Work to be completed
Report only the number of lines in the entries below that hold the word "Колхозная".

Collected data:
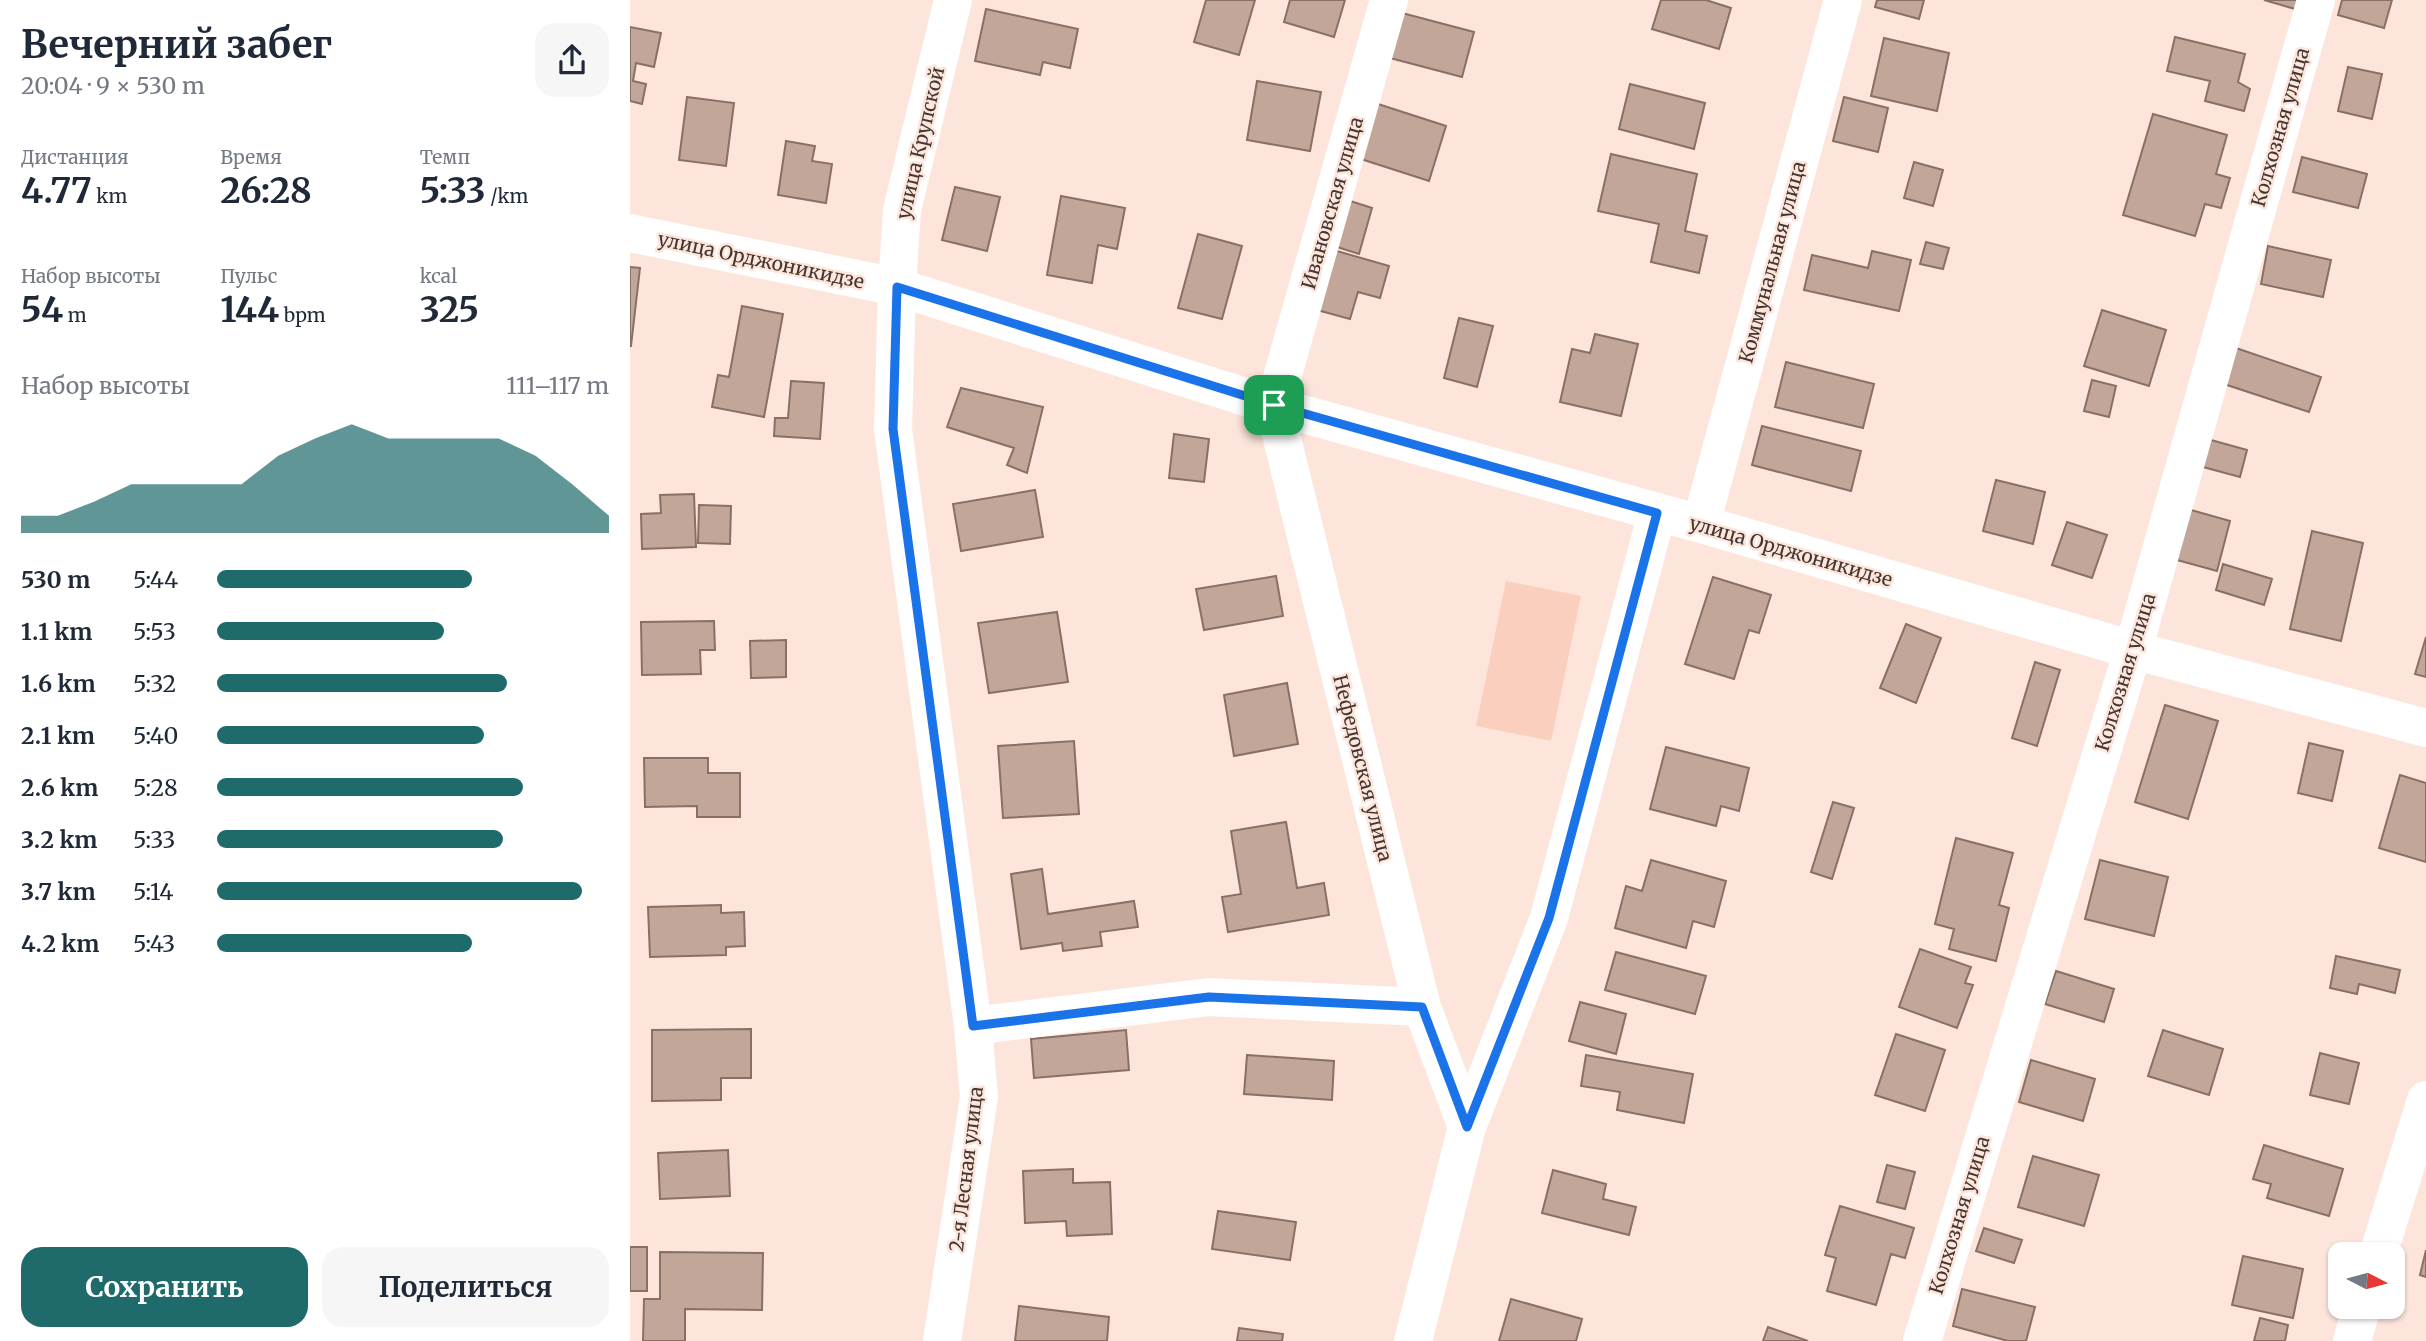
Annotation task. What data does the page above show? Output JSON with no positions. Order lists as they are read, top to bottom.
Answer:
{
  "streets": {
    "street": [
      "Колхозная улица",
      "улица Крупской",
      "Ивановская улица",
      "улица Орджоникидзе",
      "Коммунальная улица",
      "Нефедовская улица",
      "2-я Лесная улица"
    ]
  },
  "crossings": [
    ["Колхозная улица", "улица Орджоникидзе"],
    ["улица Крупской", "улица Орджоникидзе"],
    ["улица Крупской", "2-я Лесная улица"],
    ["Ивановская улица", "улица Орджоникидзе"],
    ["Ивановская улица", "Нефедовская улица"],
    ["улица Орджоникидзе", "Коммунальная улица"],
    ["улица Орджоникидзе", "Нефедовская улица"],
    ["улица Орджоникидзе", "2-я Лесная улица"]
  ],
  "north": "right",
  "page": {
    "heading": ["Вечерний забег", "20:04 · 9 × 530 m"],
    "stats": [
      ["Дистанция", "4.77 km"],
      ["Время", "26:28"],
      ["Темп", "5:33 /km"],
      ["Набор высоты", "54 m"],
      ["Пульс", "144 bpm"],
      ["kcal", "325"]
    ],
    "chart": ["Набор высоты", "111–117 m"],
    "list": [
      {
        "name": "530 m",
        "note": "5:44"
      },
      {
        "name": "1.1 km",
        "note": "5:53"
      },
      {
        "name": "1.6 km",
        "note": "5:32"
      },
      {
        "name": "2.1 km",
        "note": "5:40"
      },
      {
        "name": "2.6 km",
        "note": "5:28"
      },
      {
        "name": "3.2 km",
        "note": "5:33"
      },
      {
        "name": "3.7 km",
        "note": "5:14"
      },
      {
        "name": "4.2 km",
        "note": "5:43"
      }
    ],
    "buttons": ["Сохранить", "Поделиться"]
  }
}
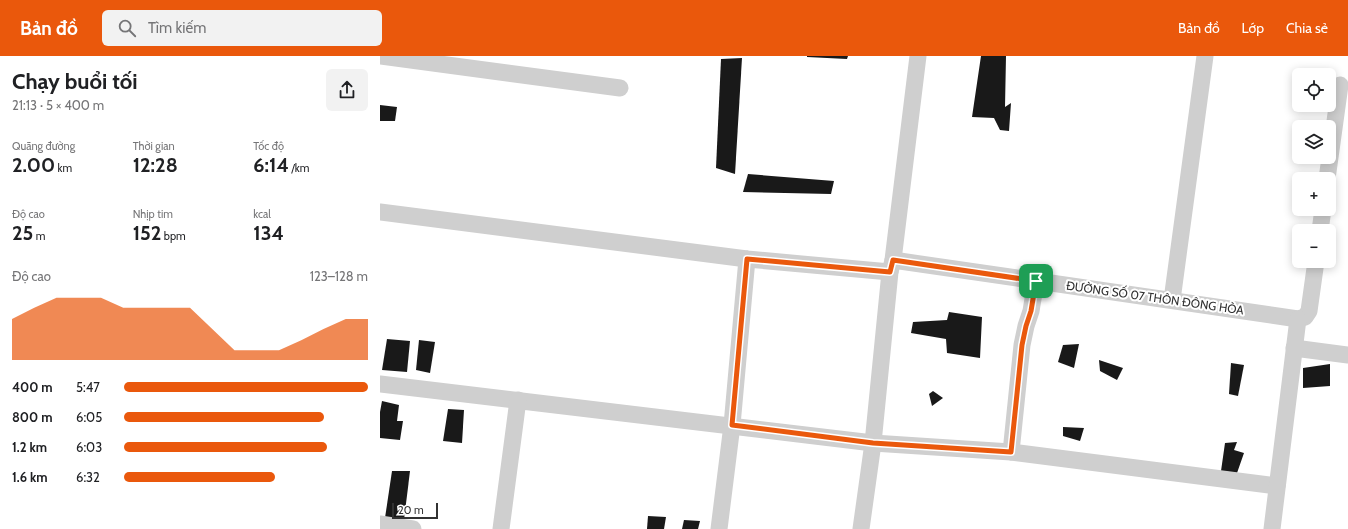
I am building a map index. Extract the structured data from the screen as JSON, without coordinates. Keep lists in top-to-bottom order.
{
  "streets": {
    "street": ["ĐƯỜNG SỐ 07 THÔN ĐÔNG HÒA"]
  },
  "scale_bar": "20 m",
  "page": {
    "header": "Bản đồ",
    "search": "Tìm kiếm",
    "nav": ["Bản đồ", "Lớp", "Chia sẻ"],
    "heading": ["Chạy buổi tối", "21:13 · 5 × 400 m"],
    "map_buttons": ["+", "−"],
    "stats": [
      ["Quãng đường", "2.00 km"],
      ["Thời gian", "12:28"],
      ["Tốc độ", "6:14 /km"],
      ["Độ cao", "25 m"],
      ["Nhịp tim", "152 bpm"],
      ["kcal", "134"]
    ],
    "chart": ["Độ cao", "123–128 m"],
    "list": [
      {
        "name": "400 m",
        "note": "5:47"
      },
      {
        "name": "800 m",
        "note": "6:05"
      },
      {
        "name": "1.2 km",
        "note": "6:03"
      },
      {
        "name": "1.6 km",
        "note": "6:32"
      }
    ],
    "scale": "20 m"
  }
}
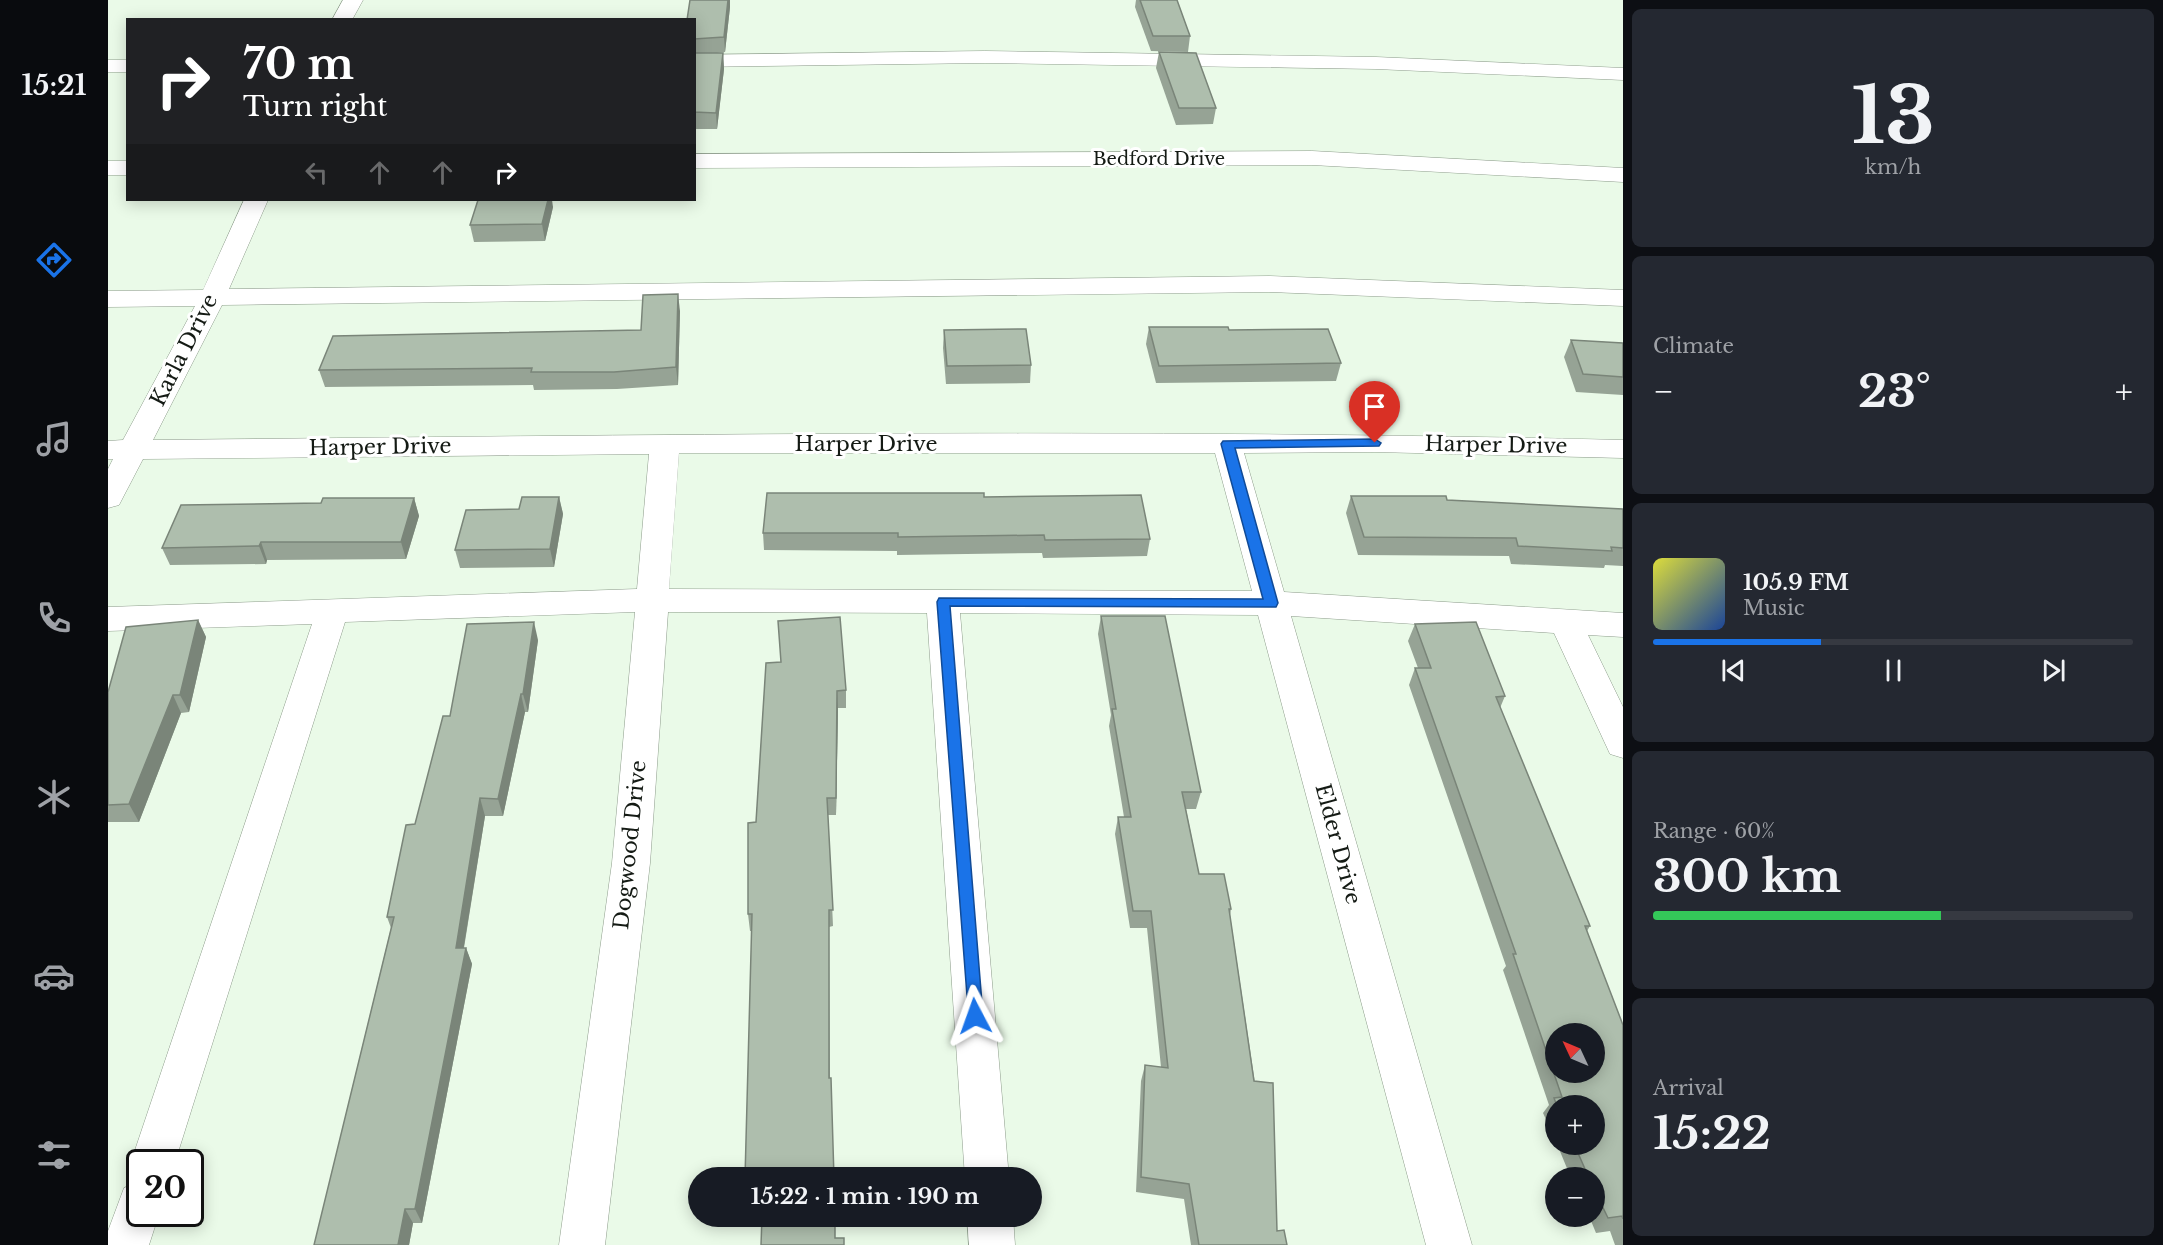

Exercise solution
2